■ What the task asks: Please return all of the material exactly, with no line missing.
Start of Provided information
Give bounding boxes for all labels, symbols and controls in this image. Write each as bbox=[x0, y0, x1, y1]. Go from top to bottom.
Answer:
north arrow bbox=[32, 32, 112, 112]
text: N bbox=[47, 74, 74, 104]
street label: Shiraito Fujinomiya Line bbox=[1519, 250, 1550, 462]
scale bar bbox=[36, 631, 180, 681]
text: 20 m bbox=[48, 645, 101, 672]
End of Provided information
■ Response box:
Give bounding boxes for all labels, symbols and controls in this image. Write each as bbox=[x0, y0, x1, y1]. Go from top to bottom.
Answer:
north arrow bbox=[32, 32, 112, 112]
text: N bbox=[47, 74, 74, 104]
street label: Shiraito Fujinomiya Line bbox=[1519, 250, 1550, 462]
scale bar bbox=[36, 631, 180, 681]
text: 20 m bbox=[48, 645, 101, 672]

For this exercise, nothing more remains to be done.